--- START ---

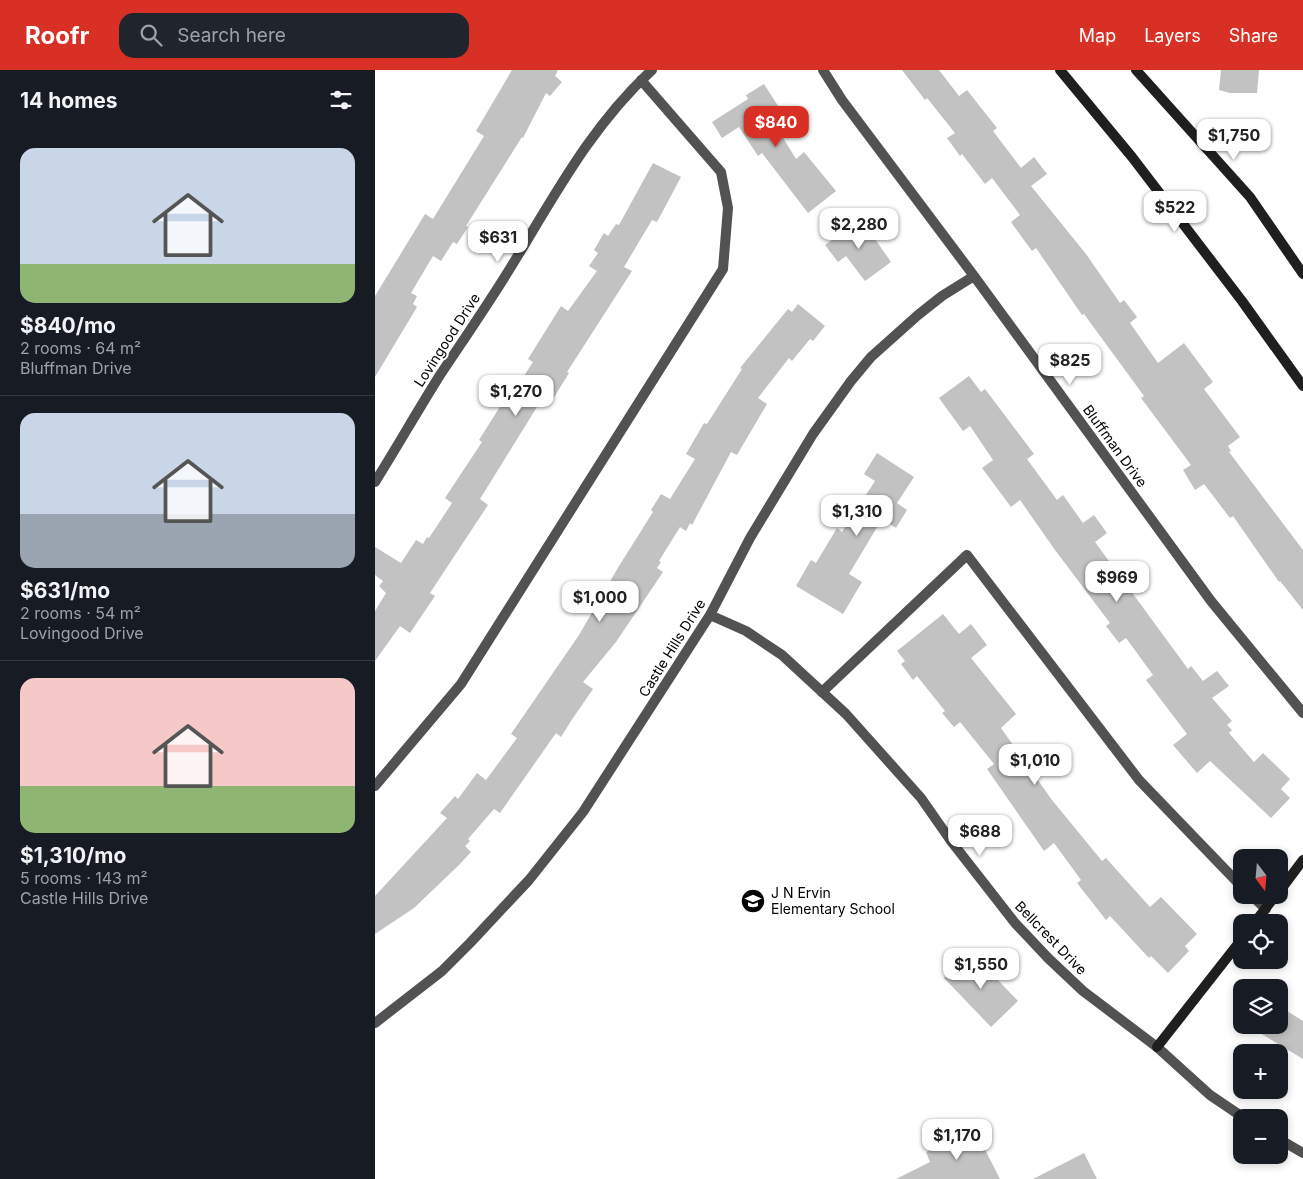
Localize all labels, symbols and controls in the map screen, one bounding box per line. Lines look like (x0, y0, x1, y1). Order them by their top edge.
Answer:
search box (119, 13, 469, 58)
text: Roofr (25, 21, 89, 50)
icon: search (137, 21, 165, 49)
text: Search here (177, 24, 286, 47)
text: Map (1079, 25, 1116, 46)
text: Layers (1144, 25, 1201, 46)
text: Share (1229, 25, 1278, 46)
icon: filters (327, 86, 355, 114)
text: 14 homes (20, 88, 118, 113)
pin: $840 (746, 106, 806, 148)
text: $840 (755, 112, 797, 132)
pin: $1,750 (1193, 118, 1275, 161)
text: $1,750 (1208, 125, 1260, 145)
icon: home (143, 180, 233, 270)
pin: $522 (1145, 190, 1205, 233)
text: $522 (1155, 197, 1195, 217)
pin: $2,280 (818, 208, 900, 250)
text: $2,280 (830, 214, 888, 234)
pin: $631 (468, 220, 528, 263)
text: $631 (479, 227, 517, 247)
street label: Lovingood Drive (410, 290, 483, 390)
text: $840/mo (20, 313, 116, 338)
text: 2 rooms · 64 m² (20, 338, 141, 358)
pin: $825 (1040, 344, 1100, 386)
text: $825 (1049, 350, 1091, 370)
text: Bluffman Drive (20, 358, 132, 378)
pin: $1,270 (475, 374, 557, 417)
text: $1,270 (490, 381, 542, 401)
street label: Bluffman Drive (1080, 401, 1151, 490)
icon: home (143, 446, 233, 536)
pin: $1,310 (816, 494, 898, 537)
text: $1,310 (832, 501, 882, 521)
pin: $969 (1087, 560, 1147, 603)
text: $969 (1096, 567, 1138, 587)
text: $631/mo (20, 578, 110, 603)
pin: $1,000 (559, 580, 641, 623)
text: $1,000 (573, 587, 627, 607)
street label: Castle Hills Drive (635, 596, 709, 700)
text: 2 rooms · 54 m² (20, 603, 141, 623)
text: Lovingood Drive (20, 623, 144, 643)
icon: home (143, 711, 233, 801)
pin: $1,010 (994, 744, 1076, 786)
text: $1,010 (1010, 750, 1060, 770)
pin: $688 (950, 814, 1010, 857)
text: $688 (959, 821, 1001, 841)
text: $1,310/mo (20, 843, 126, 868)
north arrow (1233, 849, 1287, 904)
map controls (1233, 849, 1288, 1164)
text: 5 rooms · 143 m² (20, 868, 148, 888)
place label: J N Ervin Elementary School (771, 884, 895, 917)
text: Castle Hills Drive (20, 888, 148, 908)
school or university icon: J N Ervin Elementary School (740, 888, 766, 914)
street label: Bellcrest Drive (1012, 897, 1091, 978)
button: locate (1233, 914, 1288, 969)
pin: $1,550 (940, 948, 1022, 990)
text: $1,550 (954, 954, 1008, 974)
button: layers (1233, 979, 1288, 1034)
button: + (1233, 1044, 1288, 1099)
button: − (1233, 1109, 1288, 1164)
pin: $1,170 (916, 1118, 998, 1161)
text: $1,170 (933, 1125, 981, 1145)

--- END ---

Copy out each line of the listing that holds "Ervin".

### Response box
place label: J N Ervin Elementary School (771, 884, 895, 917)
school or university icon: J N Ervin Elementary School (740, 888, 766, 914)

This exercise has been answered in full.